Regarding safety, the percentage of patients reporting at least one adverse event (AE) in the meta-analysis was higher in the placebo group than in the BNO 1016 treatment group (10% vs. 8.5%). In general, the frequency of AEs was low.
3.2. Real-world data analysis of BNO 1016 in ARS patients
To determine real-world effectiveness of BNO 1016 in ARS, a retrospective cohort study with data from the IMS® Disease Analyzer database was analyzed. A total of 203,382 patients diagnosed with ARS by a GP (120,178 patients) or an ENT specialist (83,204 patients) in the period between January 2012 and December 2020 were included (). Several ARS-related outcomes of BNO 1016 therapy were compared over the course of 365 days to 9 other established therapies for ARS (mainly antibiotics in mono- or combination therapy), which comprise the most common treatment regimen in daily practice for ARS, although partly not indicated. As main outcomes, antibiotic prescriptions within the first 30 days and in the period between 31-365 days after index date, sick leave ≥7 days as well as number of medical appointments within the first 30 days were analyzed.

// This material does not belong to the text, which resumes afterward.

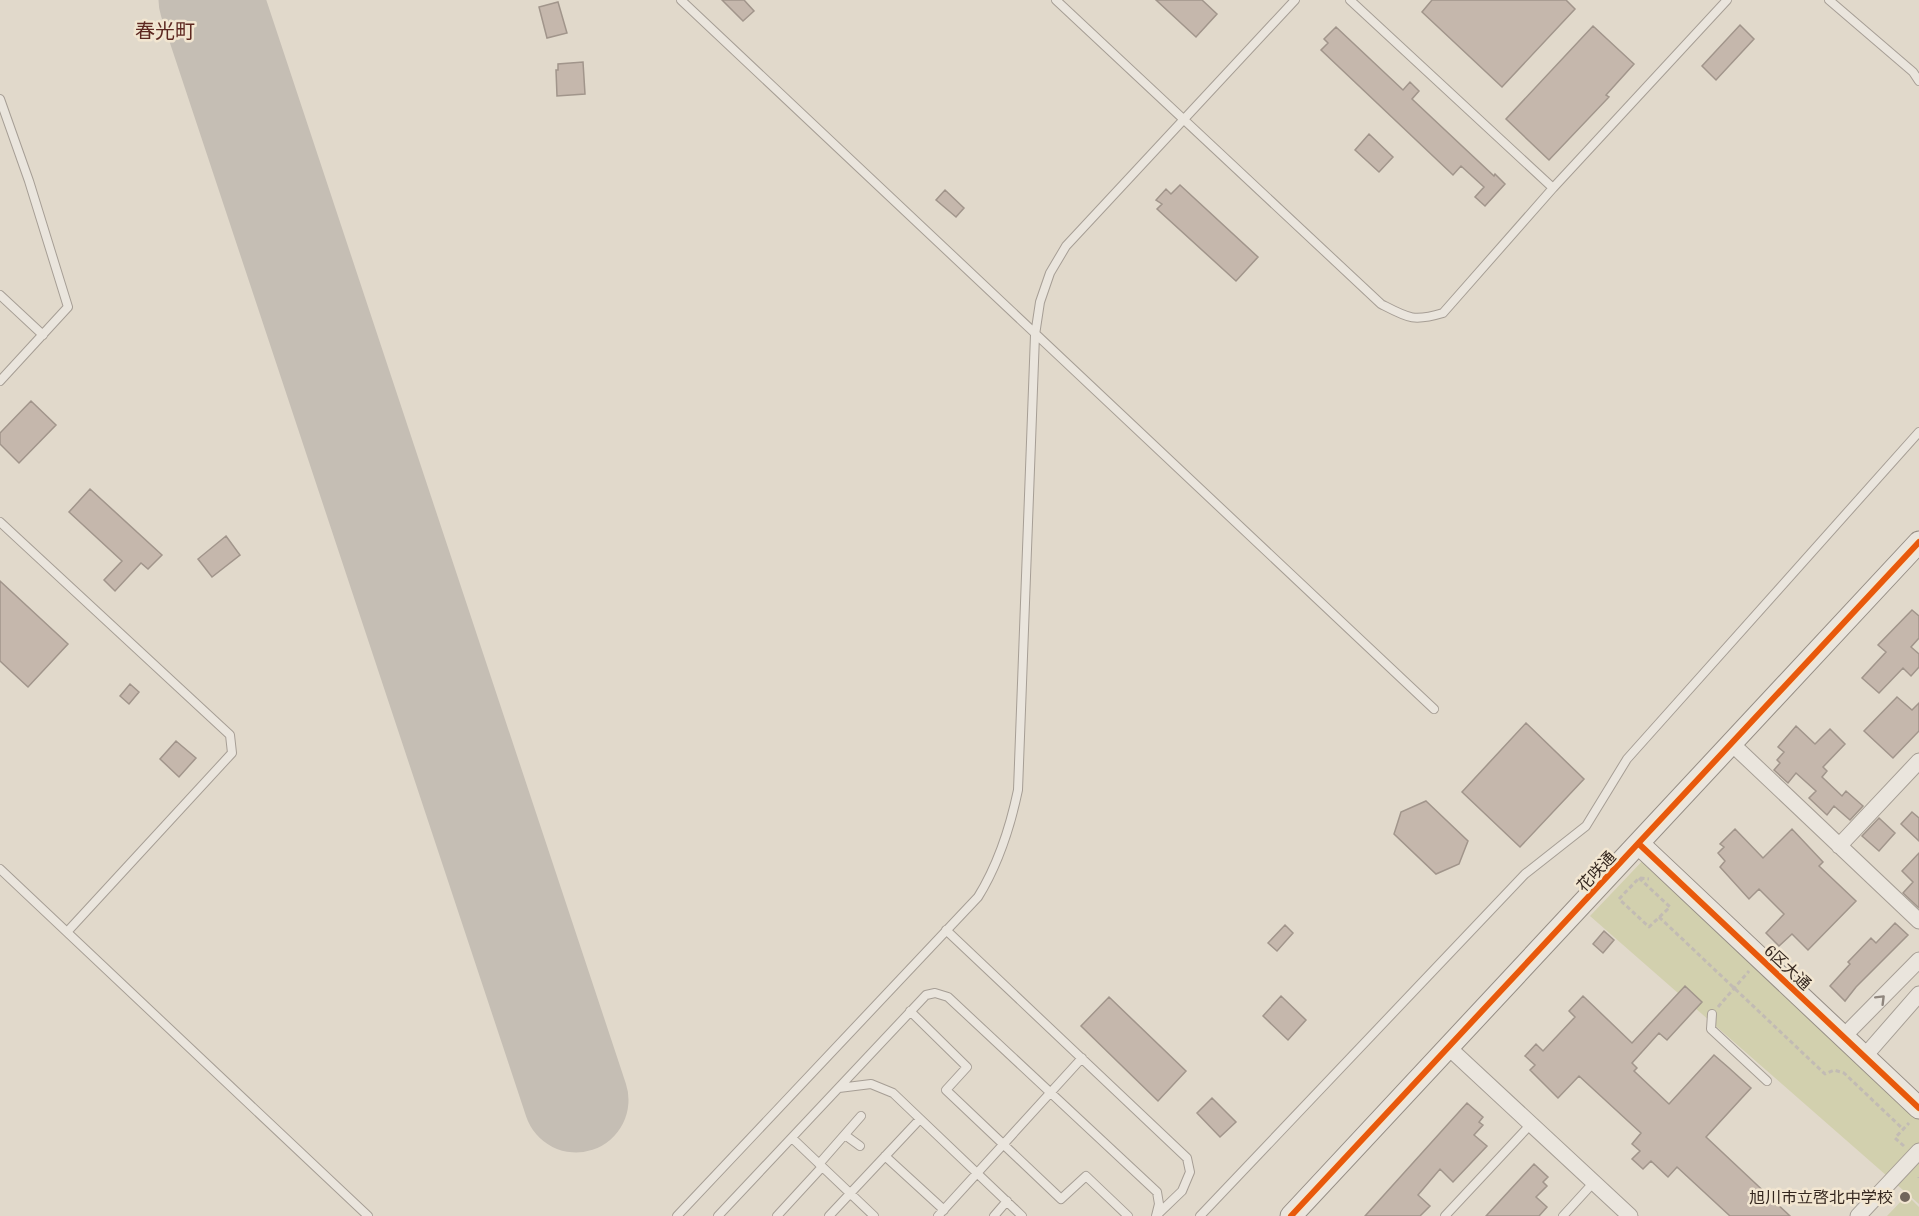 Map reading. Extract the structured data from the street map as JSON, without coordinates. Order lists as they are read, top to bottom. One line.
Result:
{"streets":{"street":["花咲通","6区大通"]},"crossings":[["花咲通","6区大通"]],"districts":["春光町"],"places":["旭川市立啓北中学校"]}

Figure 2. Retrospective cohort study: Selection of study patients from the IMS® Disease Analyzer database.
The baseline characteristics of the study patients were comparable among all treatment groups (see ). Mean age of the study patients was between 32.5 and 42.2 years, and more patients were female in all groups, with around 60% of all patients. Due to young age, most patients had a very low Charlson Comorbidity Index. As expected, incidence of ARS was highest in the winter months (December–February) and lowest in the summer months (June–August).
Table 2. Retrospective cohort study: Baseline characteristics of the study patients.

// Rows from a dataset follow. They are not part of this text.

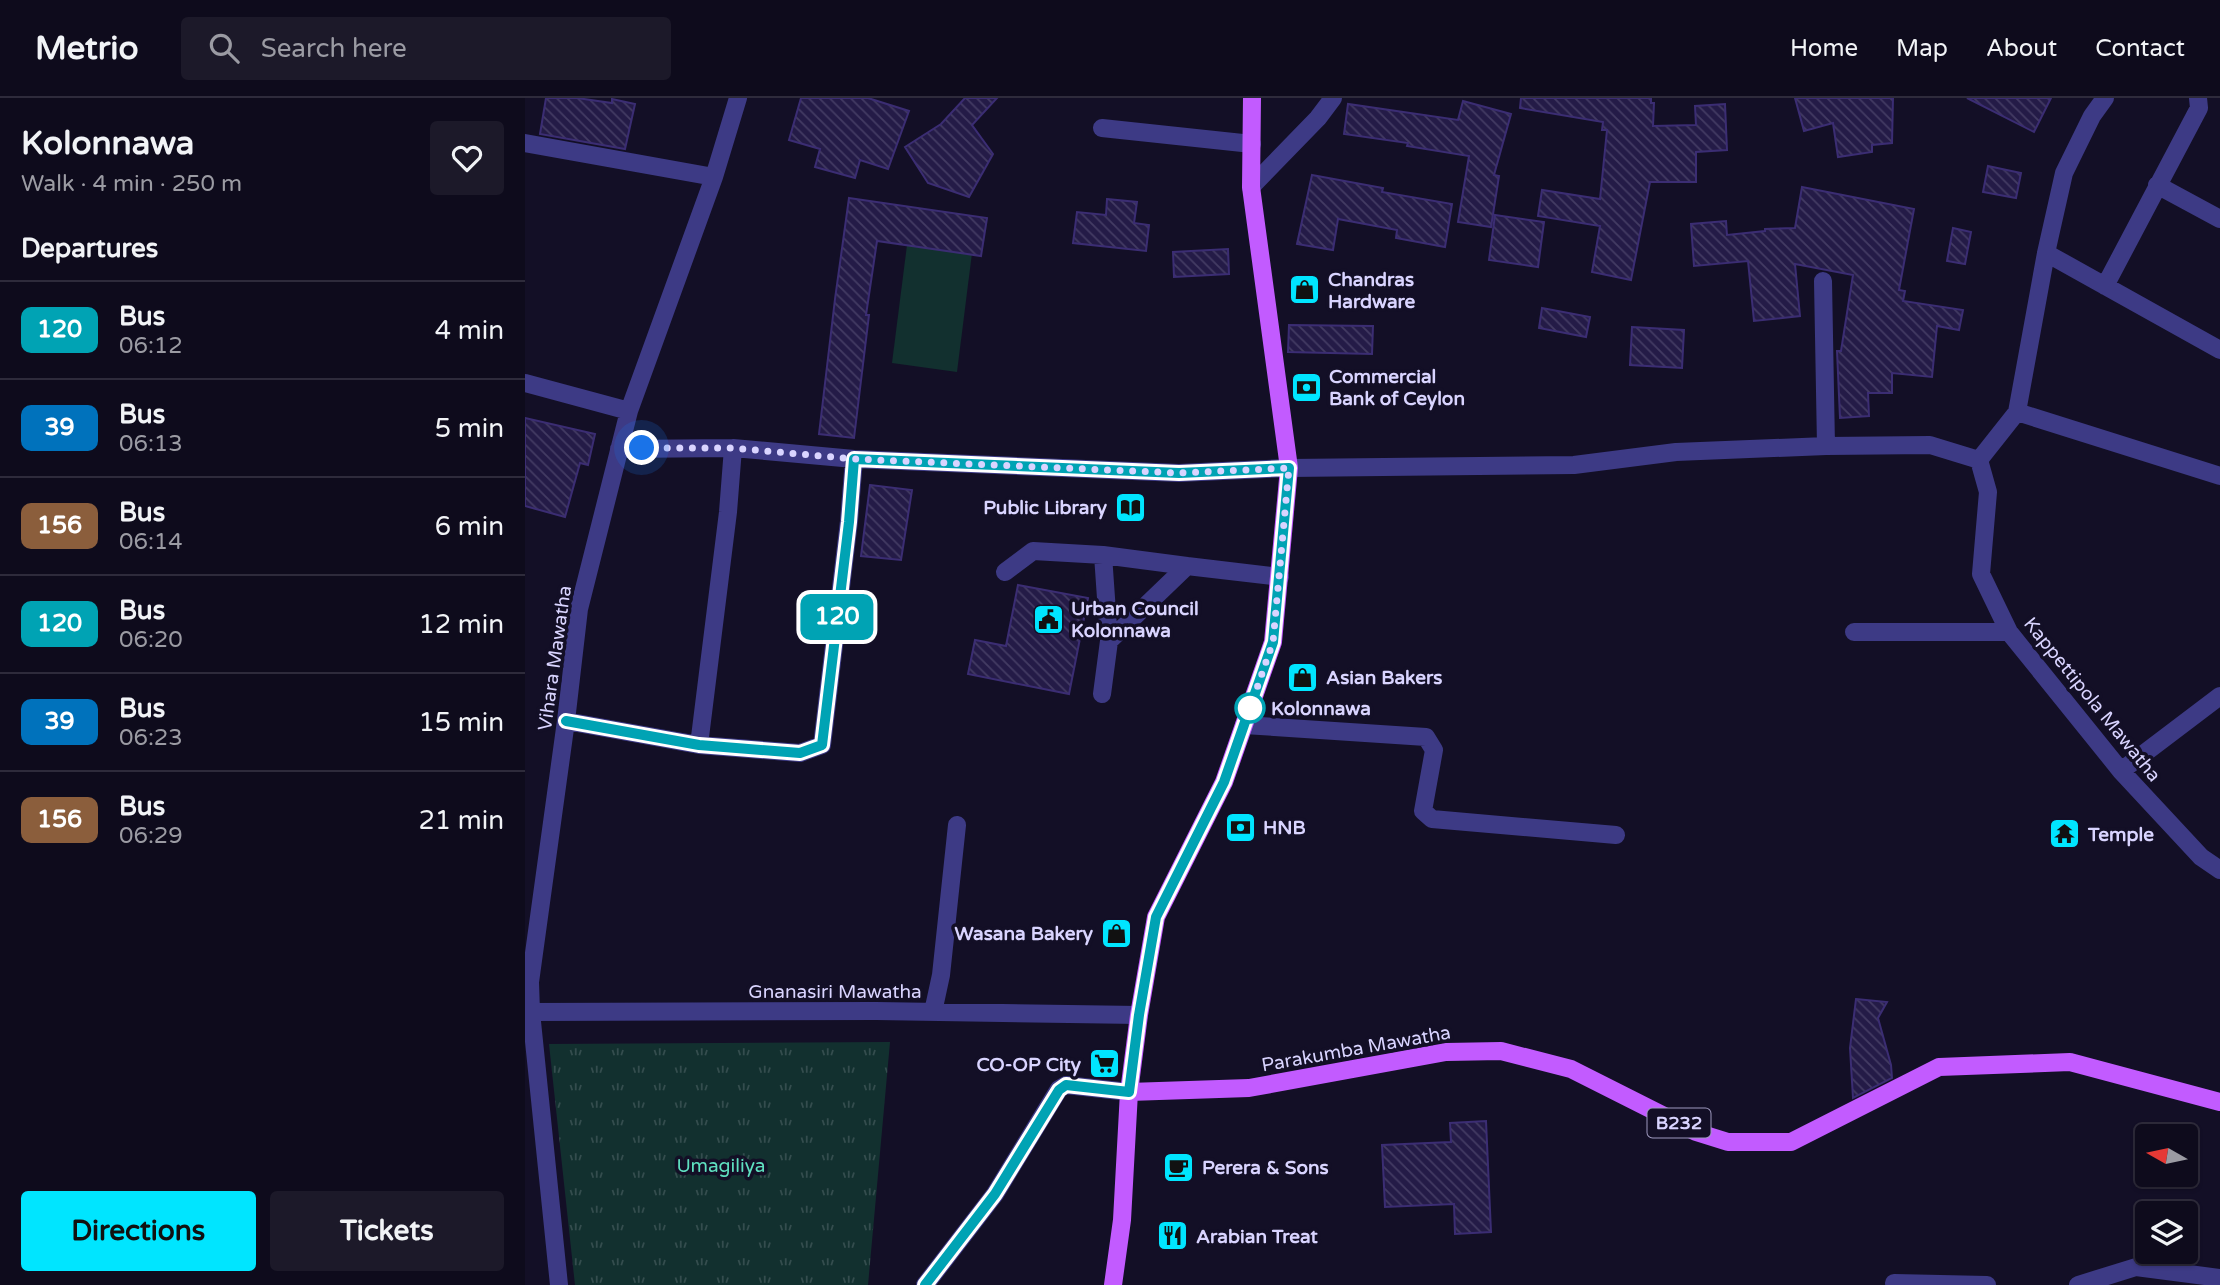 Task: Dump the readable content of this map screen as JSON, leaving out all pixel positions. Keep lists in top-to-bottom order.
{
  "streets": {
    "main road": ["Parakumba Mawatha", "B232"],
    "street": ["Vihara Mawatha", "Kappettipola Mawatha", "Gnanasiri Mawatha"]
  },
  "crossings": [
    ["Vihara Mawatha", "Gnanasiri Mawatha"]
  ],
  "parks": ["Umagiliya"],
  "places": {
    "shop": ["Chandras Hardware", "Asian Bakers", "Wasana Bakery"],
    "bank": ["Commercial Bank of Ceylon", "HNB"],
    "library": ["Public Library"],
    "public building": ["Urban Council Kolonnawa"],
    "other": ["Kolonnawa"],
    "temple": ["Temple"],
    "supermarket": ["CO-OP City"],
    "cafe": ["Perera & Sons"],
    "restaurant": ["Arabian Treat"]
  },
  "lines": ["bus line 120"],
  "north": "left",
  "page": {
    "header": "Metrio",
    "search": "Search here",
    "nav": [
      "Home",
      "Map",
      "About",
      "Contact"
    ],
    "heading": [
      ["Kolonnawa", "Walk · 4 min · 250 m"],
      "Departures"
    ],
    "on_map": "120",
    "list": [
      {
        "mark": "120",
        "name": "Bus",
        "note": "06:12",
        "value": "4 min"
      },
      {
        "mark": "39",
        "name": "Bus",
        "note": "06:13",
        "value": "5 min"
      },
      {
        "mark": "156",
        "name": "Bus",
        "note": "06:14",
        "value": "6 min"
      },
      {
        "mark": "120",
        "name": "Bus",
        "note": "06:20",
        "value": "12 min"
      },
      {
        "mark": "39",
        "name": "Bus",
        "note": "06:23",
        "value": "15 min"
      },
      {
        "mark": "156",
        "name": "Bus",
        "note": "06:29",
        "value": "21 min"
      }
    ],
    "buttons": ["Directions", "Tickets"]
  }
}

Firstly, (further) antibiotic prescription due to ARS within the first 30 days and in the period 31–365 days after initiation of therapy was analyzed. Surprisingly, the majority of patients (94,756 patients) still received antibiotics in monotherapy as initial ARS treatment plus 49,213 patients antibiotics in combination with other medicinal products (see ). Nearly all patients receiving antibiotics (monotherapy or as combination therapy) at the beginning of the study period were at a significantly higher risk for further antibiotic prescription within the first 30 days after therapy begin compared with BNO 1016. Moreover, all patients receiving antibiotics in mono- or combination therapy were at a significantly higher risk for a further antibiotic prescription in the follow-up time period of days 31–365 (see ). Thus, odds ratios (ORs) for further antibiotic prescriptions were quite high, ranging from 2.25 to 3.54. Also, treatment with topical INCS was associated with a significantly higher risk of antibiotic prescription (OR: 1.57). In contrast, treatment with BNO 1016 led in only 2.1% of cases to a prescription of an antibiotic for ARS within the follow-up period. In summary, no therapy performed better (OR < 1) than BNO 1016 as monotherapy in preventing subsequent antibiotic prescriptions within the follow-up period.
Figure 3. Retrospective cohort study: Prescription of antibiotics due to ARS within 31–365 days after start of therapy. Multivariable Cox proportional hazard regression adjusted for sex, age, insurance status, month and CCI. AB: Antibiotics; CI: Confidence interval; CS: Corticosteroids; INCS: Intranasal corticosteroids.
Secondly, sick leave with a duration of ≥7 days within the first 30 days was analyzed (see ). In contrast to the other endpoints, sick leave data was analyzed only for the patients diagnosed by a GP. This is due to the fact that GPs are usually responsible for sick notes. Sick notes from ENTs are less common and usually short in duration. Also, only patients diagnosed by GPs aged 18–65 years receiving sick notes were considered for this analysis, as this population is considered to be of working age. Compared to BNO 1016, the majority of therapies exhibited a significantly higher OR for sick leave ≥7 days, ranging between 1.09 and 1.55. However, topical INCS were associated with a significantly and strongly decreased risk for sick leave ≥7 days (OR: 0.68). In summary, therapy with BNO 1016 was associated with a significantly lower or equal risk for sick leave ≥7 days compared to most of the other therapies.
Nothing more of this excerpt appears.